Work to complete
Reproduce the opening lines of the records exactly, up to and including the line in which "--surface:#171b24; --page:#242831; --text:#f1f3f6;" occurs.

:: Records for processing ::

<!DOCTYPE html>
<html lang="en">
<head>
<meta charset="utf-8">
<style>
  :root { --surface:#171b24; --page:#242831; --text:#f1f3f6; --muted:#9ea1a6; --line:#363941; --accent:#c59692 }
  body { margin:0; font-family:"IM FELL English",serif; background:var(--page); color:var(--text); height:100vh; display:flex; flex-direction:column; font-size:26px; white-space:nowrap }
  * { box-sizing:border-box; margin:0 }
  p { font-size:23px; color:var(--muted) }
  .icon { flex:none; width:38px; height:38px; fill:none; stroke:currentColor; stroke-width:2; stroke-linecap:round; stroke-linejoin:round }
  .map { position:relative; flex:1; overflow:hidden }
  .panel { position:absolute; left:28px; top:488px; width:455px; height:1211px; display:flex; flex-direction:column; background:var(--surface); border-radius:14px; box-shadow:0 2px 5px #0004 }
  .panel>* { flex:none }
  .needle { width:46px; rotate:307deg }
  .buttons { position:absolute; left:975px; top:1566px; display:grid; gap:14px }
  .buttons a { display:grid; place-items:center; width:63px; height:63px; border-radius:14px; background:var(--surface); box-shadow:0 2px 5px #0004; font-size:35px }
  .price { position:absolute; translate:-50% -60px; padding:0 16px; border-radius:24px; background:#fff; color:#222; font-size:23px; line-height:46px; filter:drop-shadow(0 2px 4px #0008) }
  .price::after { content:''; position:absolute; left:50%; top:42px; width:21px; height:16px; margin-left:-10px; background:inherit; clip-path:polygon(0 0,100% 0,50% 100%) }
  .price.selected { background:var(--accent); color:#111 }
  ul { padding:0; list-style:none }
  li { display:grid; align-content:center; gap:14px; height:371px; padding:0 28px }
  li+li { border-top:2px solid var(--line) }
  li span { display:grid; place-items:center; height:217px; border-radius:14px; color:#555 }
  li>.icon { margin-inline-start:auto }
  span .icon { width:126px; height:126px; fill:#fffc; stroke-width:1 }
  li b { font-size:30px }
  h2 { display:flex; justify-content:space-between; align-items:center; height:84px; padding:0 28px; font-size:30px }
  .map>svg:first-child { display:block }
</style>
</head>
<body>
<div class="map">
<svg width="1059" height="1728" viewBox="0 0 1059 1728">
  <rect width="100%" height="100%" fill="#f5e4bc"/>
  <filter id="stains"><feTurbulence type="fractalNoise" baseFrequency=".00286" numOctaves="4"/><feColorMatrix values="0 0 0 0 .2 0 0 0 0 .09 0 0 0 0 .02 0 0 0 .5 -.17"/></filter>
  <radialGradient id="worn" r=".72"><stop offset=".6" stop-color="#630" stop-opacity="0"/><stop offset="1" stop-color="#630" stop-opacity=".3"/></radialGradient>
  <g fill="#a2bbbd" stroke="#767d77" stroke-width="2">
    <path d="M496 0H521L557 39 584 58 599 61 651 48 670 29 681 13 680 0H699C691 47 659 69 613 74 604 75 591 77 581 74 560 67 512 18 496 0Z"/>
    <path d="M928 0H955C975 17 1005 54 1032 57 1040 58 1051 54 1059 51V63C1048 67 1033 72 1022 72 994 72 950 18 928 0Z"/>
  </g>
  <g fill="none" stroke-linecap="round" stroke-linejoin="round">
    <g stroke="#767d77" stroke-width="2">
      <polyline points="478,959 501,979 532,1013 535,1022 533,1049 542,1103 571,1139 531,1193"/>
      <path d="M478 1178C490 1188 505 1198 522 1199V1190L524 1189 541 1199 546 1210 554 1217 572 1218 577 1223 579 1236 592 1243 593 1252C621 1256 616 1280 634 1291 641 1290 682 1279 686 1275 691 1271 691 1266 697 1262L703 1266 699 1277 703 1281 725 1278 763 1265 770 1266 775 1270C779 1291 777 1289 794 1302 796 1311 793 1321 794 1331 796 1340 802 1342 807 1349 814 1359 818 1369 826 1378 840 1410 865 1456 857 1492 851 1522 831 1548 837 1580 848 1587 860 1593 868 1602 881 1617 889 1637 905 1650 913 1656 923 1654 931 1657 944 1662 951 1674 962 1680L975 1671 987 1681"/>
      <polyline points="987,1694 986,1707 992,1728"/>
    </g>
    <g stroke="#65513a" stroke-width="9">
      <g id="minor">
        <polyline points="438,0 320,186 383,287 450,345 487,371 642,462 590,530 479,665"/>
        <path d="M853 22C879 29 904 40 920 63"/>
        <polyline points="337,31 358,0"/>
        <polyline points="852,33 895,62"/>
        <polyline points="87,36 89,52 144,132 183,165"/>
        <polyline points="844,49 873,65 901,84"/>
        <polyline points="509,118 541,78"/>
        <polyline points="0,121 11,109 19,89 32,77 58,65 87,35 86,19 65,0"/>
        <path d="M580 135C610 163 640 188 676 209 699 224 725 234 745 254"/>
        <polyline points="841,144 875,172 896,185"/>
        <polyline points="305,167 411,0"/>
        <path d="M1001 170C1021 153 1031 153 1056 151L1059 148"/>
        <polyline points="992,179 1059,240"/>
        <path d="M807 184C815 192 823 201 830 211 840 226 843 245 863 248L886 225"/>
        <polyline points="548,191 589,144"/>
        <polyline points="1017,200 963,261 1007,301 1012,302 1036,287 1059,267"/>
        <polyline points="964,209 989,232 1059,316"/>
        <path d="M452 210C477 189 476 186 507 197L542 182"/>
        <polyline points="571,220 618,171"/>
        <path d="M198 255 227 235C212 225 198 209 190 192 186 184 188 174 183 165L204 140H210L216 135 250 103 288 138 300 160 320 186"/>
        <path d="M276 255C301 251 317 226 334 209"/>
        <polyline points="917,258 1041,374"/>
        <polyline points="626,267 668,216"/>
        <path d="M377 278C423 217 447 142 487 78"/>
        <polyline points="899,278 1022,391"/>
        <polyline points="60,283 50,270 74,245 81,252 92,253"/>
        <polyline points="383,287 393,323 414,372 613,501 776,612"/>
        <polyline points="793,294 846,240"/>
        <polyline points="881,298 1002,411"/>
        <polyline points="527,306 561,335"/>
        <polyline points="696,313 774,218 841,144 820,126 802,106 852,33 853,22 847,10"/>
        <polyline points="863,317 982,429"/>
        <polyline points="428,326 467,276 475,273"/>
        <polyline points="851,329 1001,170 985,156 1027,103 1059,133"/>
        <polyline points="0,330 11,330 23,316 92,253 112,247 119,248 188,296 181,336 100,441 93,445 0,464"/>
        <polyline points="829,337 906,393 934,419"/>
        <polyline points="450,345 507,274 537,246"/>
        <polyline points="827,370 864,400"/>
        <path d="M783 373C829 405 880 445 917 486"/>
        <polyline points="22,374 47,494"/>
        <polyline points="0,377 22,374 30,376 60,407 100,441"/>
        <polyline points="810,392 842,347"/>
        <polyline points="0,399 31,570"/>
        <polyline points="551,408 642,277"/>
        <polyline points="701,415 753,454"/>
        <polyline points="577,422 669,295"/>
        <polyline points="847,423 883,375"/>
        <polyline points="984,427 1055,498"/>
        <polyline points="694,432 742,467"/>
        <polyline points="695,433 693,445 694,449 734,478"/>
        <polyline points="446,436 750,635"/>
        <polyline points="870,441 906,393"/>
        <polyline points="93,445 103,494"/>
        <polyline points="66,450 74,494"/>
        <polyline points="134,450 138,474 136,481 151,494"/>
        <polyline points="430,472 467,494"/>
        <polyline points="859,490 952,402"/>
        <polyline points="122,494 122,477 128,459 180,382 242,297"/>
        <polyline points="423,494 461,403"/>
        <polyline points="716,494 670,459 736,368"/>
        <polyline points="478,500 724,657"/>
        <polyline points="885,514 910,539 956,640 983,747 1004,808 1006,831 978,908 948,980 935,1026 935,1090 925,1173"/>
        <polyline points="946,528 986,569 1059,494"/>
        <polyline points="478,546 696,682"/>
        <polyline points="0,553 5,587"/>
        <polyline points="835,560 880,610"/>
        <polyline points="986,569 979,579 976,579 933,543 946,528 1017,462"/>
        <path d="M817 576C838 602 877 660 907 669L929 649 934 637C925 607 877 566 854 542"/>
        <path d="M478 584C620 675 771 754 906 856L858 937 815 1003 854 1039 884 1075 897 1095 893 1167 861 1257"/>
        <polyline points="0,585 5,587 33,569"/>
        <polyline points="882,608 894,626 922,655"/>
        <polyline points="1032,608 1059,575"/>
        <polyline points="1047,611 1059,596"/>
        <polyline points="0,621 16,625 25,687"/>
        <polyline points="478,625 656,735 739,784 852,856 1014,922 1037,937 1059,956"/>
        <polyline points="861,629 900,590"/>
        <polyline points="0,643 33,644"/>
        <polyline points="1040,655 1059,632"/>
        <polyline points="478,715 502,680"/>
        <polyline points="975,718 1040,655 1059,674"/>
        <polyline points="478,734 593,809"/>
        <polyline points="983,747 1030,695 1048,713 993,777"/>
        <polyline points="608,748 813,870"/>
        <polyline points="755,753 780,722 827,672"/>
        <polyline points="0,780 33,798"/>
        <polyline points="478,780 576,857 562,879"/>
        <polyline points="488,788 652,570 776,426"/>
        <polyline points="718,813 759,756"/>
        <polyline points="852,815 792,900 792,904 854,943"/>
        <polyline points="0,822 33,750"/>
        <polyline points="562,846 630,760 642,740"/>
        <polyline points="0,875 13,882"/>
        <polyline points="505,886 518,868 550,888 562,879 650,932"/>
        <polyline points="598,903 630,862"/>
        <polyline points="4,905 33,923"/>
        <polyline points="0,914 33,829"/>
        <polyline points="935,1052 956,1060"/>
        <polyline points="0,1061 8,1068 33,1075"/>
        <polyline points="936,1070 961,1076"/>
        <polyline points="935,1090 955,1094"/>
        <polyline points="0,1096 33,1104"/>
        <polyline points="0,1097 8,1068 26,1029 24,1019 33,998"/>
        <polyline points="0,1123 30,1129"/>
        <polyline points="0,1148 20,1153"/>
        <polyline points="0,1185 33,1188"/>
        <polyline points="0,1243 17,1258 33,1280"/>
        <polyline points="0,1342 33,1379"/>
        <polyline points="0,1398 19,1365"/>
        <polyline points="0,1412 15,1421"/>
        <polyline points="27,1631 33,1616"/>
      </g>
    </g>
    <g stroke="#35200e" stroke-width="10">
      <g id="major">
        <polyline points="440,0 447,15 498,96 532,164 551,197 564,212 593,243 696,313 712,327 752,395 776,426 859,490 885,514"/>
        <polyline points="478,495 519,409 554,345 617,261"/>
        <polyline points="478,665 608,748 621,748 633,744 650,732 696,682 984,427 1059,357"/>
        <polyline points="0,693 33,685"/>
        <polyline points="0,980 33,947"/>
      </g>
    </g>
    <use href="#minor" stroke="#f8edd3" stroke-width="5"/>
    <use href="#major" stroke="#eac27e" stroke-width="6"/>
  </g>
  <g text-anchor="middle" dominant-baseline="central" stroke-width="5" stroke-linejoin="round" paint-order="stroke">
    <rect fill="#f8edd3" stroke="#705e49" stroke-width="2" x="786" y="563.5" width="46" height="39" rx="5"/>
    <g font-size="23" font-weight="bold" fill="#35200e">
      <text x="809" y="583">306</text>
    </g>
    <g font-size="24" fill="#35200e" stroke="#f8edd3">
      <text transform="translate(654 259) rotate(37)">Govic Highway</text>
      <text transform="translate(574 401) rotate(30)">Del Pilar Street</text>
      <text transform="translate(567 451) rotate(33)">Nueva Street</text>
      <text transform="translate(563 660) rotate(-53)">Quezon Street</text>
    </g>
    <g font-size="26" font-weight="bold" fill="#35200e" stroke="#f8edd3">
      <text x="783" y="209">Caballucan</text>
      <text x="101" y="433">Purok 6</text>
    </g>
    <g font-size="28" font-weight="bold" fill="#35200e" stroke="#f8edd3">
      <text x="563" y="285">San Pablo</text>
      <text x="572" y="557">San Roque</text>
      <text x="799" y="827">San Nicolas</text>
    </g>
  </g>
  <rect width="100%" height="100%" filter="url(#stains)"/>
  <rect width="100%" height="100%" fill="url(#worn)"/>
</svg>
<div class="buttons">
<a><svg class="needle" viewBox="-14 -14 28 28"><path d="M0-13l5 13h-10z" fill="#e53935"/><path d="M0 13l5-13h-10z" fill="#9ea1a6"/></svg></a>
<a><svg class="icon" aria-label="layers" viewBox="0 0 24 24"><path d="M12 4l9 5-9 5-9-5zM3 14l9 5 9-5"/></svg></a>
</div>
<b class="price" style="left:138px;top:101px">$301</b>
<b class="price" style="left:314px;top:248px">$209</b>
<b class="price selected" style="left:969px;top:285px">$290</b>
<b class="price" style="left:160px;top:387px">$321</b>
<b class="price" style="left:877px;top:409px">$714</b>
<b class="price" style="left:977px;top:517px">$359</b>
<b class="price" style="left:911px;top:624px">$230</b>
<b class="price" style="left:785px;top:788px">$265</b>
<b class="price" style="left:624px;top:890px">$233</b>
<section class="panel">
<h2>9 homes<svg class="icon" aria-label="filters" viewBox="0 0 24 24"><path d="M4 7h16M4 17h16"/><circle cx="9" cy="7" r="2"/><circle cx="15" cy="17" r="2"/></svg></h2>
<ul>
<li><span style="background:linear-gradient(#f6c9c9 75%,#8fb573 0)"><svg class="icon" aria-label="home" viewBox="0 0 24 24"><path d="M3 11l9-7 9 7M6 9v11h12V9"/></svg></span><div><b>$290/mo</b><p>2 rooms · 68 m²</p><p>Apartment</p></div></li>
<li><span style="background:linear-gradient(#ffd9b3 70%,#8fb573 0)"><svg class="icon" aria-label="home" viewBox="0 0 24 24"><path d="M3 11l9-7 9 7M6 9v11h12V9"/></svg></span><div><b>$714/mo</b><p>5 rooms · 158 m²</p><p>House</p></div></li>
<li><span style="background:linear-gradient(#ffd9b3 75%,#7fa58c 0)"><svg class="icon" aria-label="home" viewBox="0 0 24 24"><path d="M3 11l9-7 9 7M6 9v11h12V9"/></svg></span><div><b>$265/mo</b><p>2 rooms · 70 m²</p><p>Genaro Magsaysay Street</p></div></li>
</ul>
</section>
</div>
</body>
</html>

:::

Answer section
<!DOCTYPE html>
<html lang="en">
<head>
<meta charset="utf-8">
<style>
  :root { --surface:#171b24; --page:#242831; --text:#f1f3f6; --muted:#9ea1a6; --line:#363941; --accent:#c59692 }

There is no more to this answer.